6. By making under Section 5, which we are construing, any loan void and of no binding effect, when the contract provides for or contemplates the payment of interest in excess of eight per cent.

Is not the contention of the defendant, that the legislative intent was to render the note and mortgage void, strengthened by the fact that the act, without any equivocation, makes any violation of the law a misdemeanor punishable with the foregoing fine?

If the note in question did not bear the signature of the wife, is it not perfectly plain that by Section 4 the note would be void and of no binding effect, and is it not plain that under that circumstance the plaintiff could not recover upon the note?

It would seem that the legislative body not only desired to encourage the formation of reliable money loaning companies, but desired also to curb those who are not inclined to pay heed to laws regulating them, and to reach this latter class of persons these stringent features were added.

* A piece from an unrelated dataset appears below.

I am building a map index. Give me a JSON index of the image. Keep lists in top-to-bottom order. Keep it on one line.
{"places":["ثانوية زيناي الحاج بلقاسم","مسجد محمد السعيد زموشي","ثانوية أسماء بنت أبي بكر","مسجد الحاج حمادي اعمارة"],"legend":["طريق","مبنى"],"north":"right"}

Since writing the foregoing opinion, there has been published the opinion of the Court of Appeals of Franklin County in the case of Andrews v. State of Ohio (21 C.C.[N.S], 284), in which that court construes some of the provisions of this act. In that ease the court say:

*393‘ ‘ That the purpose of the legislation underlying the provisions of this act, was to simplify the salary loan business and make it impossible for loaners to oppress the dependent class by exorbitant charges and by excessive assignments of salary.”

And that

‘ ‘ While it is true, as a general proposition, that doubtful provisions of criminal statutes are liberally construed in favor of a person charged with a criminal offense, yet this doctrine should not be carried so far as to destroy the efficiency and permit the evasion of the plain purpose of remedial acts. .The business of making salary loans upon exorbitant charges, and upon written assignments for larger sums than were required to compensate the loaner, called for legislation.”

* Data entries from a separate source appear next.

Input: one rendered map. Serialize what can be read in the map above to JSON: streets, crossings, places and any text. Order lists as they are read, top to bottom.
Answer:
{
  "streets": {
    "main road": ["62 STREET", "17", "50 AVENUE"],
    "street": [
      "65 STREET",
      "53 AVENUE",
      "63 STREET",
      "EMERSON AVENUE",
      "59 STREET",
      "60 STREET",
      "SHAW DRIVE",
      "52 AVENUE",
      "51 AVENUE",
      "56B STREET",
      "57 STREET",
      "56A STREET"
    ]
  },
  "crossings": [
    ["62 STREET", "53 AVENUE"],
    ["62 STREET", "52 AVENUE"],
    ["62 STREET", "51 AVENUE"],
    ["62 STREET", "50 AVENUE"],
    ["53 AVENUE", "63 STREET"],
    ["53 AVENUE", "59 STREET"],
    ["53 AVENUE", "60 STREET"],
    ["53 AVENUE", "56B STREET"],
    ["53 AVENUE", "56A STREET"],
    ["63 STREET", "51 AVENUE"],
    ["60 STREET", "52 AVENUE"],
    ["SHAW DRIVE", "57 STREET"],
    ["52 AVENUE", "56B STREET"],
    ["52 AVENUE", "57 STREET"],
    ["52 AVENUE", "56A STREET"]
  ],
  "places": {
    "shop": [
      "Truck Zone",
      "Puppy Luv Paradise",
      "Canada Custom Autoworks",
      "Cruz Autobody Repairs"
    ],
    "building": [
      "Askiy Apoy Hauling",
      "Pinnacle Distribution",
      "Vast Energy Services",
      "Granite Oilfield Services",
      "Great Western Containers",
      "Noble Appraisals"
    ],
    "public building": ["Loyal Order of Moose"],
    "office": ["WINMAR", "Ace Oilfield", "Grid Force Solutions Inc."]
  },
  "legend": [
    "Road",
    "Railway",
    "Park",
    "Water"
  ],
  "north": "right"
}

This has been a test case, and the plaintiff has honestly believed that the note was not usurious, and I have no doubt but that plaintiff will comply with the law when it is finally established. It would'seem to be rather unjust to permit one class of money loaners to make usurious loans, and then to permit them to recover upon the note the principal sum loaned together with the legal rate of interest, while another class of money loaners are punished by making the contract void, and a fine administered for doing the same thing, and yet perhaps the Legislature may have foreseen that a greater stringency is required over one class of loaners than there is over another.

It has been suggested to me that there may be a recovery for the amount of the loan in an action “for money had and received, ’ but I am not called upon to pass upon that phase of the question, as this is a suit upon the note and for a cancellation of the mortgage, and is not a suit for money had and received, and it is sufficient in this case to pass upon the question of recovery upon the note and as to the foreclosure of the chattel mortgage. Inferring that the legislative intent is to punish the loaner on this class of loans by rendering his contract void if he shall charge a usurious rate of interest, as well as to create a new criminal offense for so doing. I have concluded that the judgment and decree of' the municipal court is correct, and the same is affirmed, and will save exceptions' for the plaintiff in error.